Page 2 of 4
Re: gcc4.8 outperforming gcc5, gcc6, gcc7
Posted: Sun Nov 26, 2017 7:36 pm
by syzygy
D Sceviour wrote:syzygy wrote:That higher optimisation levels can turn "minor bugs" into crashes is not a reason not to use optimisation. Such "minor bugs" simply need to be fixed. If use of an uninitialised variable does not crash the program, it will likely make it produce incorrect results (which can be almost impossible to notice in a chess engine, except for a measurable decrease in playing strength).
The gcc <variable> "may be used uninitialized" gives unpredictable bogus results. I visually inspect each element and then ignore the warnings if there is nothing wrong. Of course, something else may be triggering the warning.
Yes, gcc sometimes produces bogus warnings (the most annoying being array out of bounds where no array is accessed out of bounds), but where it is right, the proper solution is to fix it and not to accept it as a "minor bug" and compile without optimisation hoping there is no harm
If there is a bug, a crash is the best thing that can happen since it ensures that the bug is detected. The problem with some of these bugs is that the crash (not the bug) goes away when compiling in debug mode. That makes it harder to locate them. But nowadays it is pretty easy to locate them using -fsanitize.

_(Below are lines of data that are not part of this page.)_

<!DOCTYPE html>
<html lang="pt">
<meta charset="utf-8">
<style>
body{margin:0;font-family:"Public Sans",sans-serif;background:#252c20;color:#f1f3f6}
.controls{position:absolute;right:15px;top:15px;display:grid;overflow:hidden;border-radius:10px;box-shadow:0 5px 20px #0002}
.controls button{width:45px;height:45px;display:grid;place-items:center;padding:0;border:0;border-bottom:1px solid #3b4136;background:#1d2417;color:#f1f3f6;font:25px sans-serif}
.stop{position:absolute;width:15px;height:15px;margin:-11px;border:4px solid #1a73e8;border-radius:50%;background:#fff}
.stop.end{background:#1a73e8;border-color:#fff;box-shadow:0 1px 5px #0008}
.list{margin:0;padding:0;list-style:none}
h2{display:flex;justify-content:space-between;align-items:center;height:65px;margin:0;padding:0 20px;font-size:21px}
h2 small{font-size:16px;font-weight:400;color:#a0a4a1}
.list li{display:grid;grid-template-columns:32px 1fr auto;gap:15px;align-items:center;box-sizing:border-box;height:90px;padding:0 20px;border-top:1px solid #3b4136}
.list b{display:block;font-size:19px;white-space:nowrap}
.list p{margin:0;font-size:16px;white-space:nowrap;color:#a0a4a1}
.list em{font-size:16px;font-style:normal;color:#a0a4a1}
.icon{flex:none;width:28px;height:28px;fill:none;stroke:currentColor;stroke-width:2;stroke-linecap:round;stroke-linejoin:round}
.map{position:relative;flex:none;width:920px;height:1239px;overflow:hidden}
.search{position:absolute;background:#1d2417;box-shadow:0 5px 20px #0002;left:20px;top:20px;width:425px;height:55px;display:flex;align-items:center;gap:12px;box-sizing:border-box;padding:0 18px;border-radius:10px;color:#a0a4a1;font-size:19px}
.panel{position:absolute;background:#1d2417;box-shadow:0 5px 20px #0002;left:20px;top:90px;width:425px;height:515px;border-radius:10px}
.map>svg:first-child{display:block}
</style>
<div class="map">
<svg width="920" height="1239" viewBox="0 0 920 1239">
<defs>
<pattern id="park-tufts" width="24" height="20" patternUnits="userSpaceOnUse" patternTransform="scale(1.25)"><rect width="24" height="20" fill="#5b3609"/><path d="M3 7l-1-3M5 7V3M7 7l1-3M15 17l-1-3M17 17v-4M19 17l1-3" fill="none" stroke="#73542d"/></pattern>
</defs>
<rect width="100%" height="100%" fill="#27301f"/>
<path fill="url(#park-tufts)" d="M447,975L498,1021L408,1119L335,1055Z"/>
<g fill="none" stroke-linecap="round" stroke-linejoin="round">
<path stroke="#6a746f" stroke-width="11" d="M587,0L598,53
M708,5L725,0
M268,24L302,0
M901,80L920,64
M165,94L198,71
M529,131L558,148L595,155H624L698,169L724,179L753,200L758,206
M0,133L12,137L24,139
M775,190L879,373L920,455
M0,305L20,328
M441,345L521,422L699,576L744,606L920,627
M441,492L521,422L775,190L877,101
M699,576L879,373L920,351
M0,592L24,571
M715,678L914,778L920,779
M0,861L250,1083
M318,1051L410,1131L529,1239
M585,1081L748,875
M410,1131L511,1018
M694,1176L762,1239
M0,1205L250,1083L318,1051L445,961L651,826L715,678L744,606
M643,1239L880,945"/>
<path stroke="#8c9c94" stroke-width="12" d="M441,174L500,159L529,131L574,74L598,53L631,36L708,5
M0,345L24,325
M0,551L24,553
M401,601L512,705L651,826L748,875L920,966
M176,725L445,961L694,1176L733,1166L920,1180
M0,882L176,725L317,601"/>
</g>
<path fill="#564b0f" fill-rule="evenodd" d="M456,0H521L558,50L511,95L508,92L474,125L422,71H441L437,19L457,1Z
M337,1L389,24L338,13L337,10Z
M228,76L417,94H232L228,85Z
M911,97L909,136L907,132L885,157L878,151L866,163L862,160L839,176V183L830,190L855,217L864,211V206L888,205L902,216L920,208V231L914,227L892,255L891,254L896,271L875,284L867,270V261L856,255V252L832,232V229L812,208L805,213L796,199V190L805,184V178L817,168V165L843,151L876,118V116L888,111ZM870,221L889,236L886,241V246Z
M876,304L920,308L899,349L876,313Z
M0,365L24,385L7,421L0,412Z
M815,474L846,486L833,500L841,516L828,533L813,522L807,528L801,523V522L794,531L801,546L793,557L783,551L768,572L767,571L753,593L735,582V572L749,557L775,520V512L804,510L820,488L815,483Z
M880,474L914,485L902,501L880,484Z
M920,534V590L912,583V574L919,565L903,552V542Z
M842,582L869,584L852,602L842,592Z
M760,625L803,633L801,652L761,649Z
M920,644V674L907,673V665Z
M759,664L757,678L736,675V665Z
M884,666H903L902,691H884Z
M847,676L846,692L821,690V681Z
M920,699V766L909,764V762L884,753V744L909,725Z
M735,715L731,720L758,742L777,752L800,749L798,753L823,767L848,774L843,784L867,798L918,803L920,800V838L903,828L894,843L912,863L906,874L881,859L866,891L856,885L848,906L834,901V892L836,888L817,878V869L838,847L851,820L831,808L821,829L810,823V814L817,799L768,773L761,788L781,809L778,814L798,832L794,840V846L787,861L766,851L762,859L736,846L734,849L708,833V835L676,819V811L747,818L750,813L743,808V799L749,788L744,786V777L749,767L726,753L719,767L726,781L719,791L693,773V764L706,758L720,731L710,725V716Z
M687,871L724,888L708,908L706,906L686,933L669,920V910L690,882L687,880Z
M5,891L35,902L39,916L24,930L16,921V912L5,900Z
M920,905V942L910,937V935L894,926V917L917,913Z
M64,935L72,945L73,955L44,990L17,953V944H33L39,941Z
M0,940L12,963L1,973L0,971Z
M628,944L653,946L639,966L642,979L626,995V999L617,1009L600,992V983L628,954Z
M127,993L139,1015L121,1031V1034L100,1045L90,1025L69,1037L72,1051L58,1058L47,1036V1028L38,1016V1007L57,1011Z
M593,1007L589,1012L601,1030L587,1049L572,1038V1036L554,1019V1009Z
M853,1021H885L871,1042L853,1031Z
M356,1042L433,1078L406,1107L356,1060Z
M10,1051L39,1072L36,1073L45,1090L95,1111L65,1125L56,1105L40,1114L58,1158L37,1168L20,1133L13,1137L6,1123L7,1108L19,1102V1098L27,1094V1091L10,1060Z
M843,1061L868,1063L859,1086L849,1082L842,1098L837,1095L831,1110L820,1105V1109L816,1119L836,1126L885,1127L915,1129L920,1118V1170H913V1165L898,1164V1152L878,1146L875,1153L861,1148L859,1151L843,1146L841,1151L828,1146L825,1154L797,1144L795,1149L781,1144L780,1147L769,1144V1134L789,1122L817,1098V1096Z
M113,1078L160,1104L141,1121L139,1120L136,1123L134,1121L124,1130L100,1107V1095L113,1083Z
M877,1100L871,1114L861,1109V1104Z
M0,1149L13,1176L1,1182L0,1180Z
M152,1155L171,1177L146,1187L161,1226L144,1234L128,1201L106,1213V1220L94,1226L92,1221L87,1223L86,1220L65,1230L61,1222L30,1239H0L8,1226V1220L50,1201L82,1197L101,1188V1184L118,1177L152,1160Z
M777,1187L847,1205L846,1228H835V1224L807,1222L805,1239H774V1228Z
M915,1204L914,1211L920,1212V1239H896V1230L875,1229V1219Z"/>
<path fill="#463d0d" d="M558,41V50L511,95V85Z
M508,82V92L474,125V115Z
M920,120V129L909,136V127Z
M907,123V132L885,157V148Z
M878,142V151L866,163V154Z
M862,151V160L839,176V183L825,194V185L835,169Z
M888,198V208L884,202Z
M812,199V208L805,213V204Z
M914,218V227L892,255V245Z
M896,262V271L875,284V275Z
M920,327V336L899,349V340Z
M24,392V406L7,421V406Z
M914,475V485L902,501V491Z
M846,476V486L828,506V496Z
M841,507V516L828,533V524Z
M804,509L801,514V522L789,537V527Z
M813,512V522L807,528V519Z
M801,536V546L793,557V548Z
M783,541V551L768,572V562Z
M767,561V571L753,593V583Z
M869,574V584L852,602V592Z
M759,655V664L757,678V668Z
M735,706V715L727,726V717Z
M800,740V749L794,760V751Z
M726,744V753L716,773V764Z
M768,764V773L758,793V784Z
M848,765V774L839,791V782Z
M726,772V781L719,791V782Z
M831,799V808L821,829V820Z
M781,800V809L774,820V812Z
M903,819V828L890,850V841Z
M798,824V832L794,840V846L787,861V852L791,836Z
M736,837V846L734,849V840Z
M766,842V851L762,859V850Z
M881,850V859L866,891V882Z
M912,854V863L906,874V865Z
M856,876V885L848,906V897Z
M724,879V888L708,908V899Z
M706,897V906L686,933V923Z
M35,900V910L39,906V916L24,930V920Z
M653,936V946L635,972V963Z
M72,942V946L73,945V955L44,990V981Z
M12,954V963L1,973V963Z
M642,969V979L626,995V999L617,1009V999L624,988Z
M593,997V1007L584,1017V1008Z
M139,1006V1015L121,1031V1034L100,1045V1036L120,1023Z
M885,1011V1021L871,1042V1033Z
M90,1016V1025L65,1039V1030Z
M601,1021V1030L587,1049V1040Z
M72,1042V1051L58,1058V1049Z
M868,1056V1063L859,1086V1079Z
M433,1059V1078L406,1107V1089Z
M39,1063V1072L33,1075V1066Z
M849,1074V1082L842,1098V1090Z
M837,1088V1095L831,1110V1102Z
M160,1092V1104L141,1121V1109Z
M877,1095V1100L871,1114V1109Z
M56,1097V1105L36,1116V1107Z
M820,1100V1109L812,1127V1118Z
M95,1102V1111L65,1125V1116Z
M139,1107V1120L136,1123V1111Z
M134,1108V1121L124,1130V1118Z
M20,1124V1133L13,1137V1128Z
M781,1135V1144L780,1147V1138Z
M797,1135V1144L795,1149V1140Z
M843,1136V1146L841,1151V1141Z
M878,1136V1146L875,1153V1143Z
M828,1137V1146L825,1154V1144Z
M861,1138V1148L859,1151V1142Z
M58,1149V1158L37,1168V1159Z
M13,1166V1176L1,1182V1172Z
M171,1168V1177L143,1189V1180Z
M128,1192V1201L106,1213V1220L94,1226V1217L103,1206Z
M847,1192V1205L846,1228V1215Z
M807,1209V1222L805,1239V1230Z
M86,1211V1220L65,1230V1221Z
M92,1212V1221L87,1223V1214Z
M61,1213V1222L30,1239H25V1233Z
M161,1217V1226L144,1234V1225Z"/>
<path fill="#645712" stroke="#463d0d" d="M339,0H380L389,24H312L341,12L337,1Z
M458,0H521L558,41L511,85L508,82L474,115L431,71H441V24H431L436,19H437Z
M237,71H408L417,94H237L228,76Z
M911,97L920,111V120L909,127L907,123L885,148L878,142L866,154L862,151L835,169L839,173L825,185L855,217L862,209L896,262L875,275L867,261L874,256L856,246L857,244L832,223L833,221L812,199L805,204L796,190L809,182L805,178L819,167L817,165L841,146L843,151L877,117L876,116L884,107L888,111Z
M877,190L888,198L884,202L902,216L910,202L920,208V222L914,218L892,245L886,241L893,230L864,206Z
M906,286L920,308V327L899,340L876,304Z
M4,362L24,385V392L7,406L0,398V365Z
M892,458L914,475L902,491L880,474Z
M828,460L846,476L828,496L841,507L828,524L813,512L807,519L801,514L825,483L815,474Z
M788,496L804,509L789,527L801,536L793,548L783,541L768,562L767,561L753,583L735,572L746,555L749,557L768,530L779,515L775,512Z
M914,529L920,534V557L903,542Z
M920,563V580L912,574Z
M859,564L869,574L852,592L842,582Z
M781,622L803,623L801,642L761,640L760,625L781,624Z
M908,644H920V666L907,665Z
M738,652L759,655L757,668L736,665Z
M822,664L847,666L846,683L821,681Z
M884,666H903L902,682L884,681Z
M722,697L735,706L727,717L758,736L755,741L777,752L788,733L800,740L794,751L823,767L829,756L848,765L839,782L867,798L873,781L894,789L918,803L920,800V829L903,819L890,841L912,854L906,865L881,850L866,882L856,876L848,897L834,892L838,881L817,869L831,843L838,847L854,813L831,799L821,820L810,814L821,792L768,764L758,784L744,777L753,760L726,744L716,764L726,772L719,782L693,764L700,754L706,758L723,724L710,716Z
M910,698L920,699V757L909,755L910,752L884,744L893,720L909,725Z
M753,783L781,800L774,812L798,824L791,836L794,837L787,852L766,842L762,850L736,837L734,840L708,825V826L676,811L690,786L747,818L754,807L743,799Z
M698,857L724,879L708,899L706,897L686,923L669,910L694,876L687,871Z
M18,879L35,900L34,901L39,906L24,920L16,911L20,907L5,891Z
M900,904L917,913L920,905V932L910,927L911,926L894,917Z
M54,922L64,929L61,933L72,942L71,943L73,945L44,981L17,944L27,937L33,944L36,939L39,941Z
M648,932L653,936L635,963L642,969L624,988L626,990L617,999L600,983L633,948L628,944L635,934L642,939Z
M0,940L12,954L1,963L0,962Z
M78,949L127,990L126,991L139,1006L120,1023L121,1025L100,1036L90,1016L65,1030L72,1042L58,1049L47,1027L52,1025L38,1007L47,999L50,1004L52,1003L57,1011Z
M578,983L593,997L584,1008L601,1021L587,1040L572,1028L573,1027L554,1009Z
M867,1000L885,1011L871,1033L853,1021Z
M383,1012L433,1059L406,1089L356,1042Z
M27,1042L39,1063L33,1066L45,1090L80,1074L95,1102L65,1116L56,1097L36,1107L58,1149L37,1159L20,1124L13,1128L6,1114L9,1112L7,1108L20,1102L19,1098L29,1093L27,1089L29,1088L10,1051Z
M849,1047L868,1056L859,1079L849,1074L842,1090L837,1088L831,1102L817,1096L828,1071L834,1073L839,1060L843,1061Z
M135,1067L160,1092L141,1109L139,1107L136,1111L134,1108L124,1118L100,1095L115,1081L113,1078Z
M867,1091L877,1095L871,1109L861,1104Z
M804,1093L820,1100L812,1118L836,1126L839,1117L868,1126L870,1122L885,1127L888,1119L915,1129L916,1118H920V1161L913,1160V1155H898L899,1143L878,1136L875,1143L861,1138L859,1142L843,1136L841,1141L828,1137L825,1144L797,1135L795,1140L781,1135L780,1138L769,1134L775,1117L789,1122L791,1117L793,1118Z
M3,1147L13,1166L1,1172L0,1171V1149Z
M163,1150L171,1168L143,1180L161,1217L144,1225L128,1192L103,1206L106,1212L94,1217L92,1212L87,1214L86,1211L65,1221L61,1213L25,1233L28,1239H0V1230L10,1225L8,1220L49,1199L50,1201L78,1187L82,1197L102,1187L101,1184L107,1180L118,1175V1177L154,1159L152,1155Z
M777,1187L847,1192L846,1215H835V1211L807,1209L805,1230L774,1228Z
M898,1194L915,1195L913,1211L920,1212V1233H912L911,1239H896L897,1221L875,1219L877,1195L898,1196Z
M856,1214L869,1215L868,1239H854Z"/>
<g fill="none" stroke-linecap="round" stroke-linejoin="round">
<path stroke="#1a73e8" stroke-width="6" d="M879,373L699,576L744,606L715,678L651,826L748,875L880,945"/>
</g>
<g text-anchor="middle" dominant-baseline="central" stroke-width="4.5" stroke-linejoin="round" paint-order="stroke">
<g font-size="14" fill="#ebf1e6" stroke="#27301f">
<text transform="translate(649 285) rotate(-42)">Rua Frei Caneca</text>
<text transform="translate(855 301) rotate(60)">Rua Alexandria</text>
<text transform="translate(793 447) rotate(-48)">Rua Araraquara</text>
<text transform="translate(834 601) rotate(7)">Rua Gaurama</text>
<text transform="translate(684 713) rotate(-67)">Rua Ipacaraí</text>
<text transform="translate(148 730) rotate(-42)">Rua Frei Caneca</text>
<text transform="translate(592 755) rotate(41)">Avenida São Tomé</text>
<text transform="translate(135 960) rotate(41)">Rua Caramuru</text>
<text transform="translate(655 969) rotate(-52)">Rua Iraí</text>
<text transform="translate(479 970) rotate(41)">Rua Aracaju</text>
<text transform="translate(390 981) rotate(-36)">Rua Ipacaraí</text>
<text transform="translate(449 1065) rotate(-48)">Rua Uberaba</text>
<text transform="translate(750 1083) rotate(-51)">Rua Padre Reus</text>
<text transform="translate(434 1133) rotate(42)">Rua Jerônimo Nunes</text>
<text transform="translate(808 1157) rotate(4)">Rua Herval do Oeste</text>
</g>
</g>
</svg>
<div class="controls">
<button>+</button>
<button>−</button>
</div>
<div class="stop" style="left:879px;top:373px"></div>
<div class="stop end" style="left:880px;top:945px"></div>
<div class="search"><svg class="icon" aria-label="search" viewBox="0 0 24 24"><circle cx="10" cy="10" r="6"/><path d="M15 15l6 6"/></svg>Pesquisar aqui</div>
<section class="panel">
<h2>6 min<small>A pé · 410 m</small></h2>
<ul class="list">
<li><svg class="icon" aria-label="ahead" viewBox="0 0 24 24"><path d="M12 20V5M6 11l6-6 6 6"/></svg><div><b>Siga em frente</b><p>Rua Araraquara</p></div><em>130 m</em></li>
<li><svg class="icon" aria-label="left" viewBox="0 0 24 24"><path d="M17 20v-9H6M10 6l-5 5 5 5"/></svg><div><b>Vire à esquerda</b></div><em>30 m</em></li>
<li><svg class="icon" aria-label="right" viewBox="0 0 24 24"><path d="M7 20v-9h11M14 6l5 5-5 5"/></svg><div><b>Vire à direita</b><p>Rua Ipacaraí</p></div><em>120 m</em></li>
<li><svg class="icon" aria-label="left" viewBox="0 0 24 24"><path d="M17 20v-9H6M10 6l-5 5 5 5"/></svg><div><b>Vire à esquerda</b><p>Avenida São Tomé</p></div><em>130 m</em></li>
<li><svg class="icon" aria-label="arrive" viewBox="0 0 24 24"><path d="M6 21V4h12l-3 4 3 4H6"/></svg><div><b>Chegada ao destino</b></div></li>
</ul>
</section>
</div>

Re: gcc4.8 outperforming gcc5, gcc6, gcc7
Posted: Sun Nov 26, 2017 8:02 pm
by AndrewGrant
Code: Select all
// Using Linked makefile
BENCH DEPTH | COMP | NPS
20 | GCC4.8 | 3592466
20 | GCC5.4 | 3367175
20 | GCC6.4 | 3366372
20 | GCC7.2 | 3246964
// Using Linked makefile plus -flto
BENCH DEPTH | COMP | NPS
20 | GCC4.8 | 3611056
20 | GCC5.4 | 3498027
20 | GCC6.4 | 3550826
20 | GCC7.2 | 3323299
GCC4.8 with -flto BENCH 22 NPS=3553729
GCC4.8 without -flto BENCH 22 NPS=3587155
Re: gcc4.8 outperforming gcc5, gcc6, gcc7
Posted: Sun Nov 26, 2017 8:15 pm
by AndrewGrant
Code: Select all
// Using Linked makefile
BENCH DEPTH | COMP | NPS
20 | GCC4.8 | 3592466
20 | GCC5.4 | 3367175
20 | GCC6.4 | 3366372
20 | GCC7.2 | 3246964
// Using Linked makefile plus -flto
BENCH DEPTH | COMP | NPS
20 | GCC4.8 | 3611056
20 | GCC5.4 | 3498027
20 | GCC6.4 | 3550826
20 | GCC7.2 | 3323299
GCC4.8 with -flto BENCH 22 NPS=3553729
GCC4.8 without -flto BENCH 22 NPS=3587155
[/quote]
Re: gcc4.8 outperforming gcc5, gcc6, gcc7
Posted: Sun Nov 26, 2017 10:16 pm
by Ras
syzygy wrote:He posted a link to the Makefile (he compiles with -O3).
It is well-known that -O3 can produce slower binaries. Should also be compared with what happens with -O2.
Re: gcc4.8 outperforming gcc5, gcc6, gcc7
Posted: Tue Nov 28, 2017 4:08 am
by Dann Corbit
I definitely get best performance with gcc 7.2. It beats all my other compilers handily.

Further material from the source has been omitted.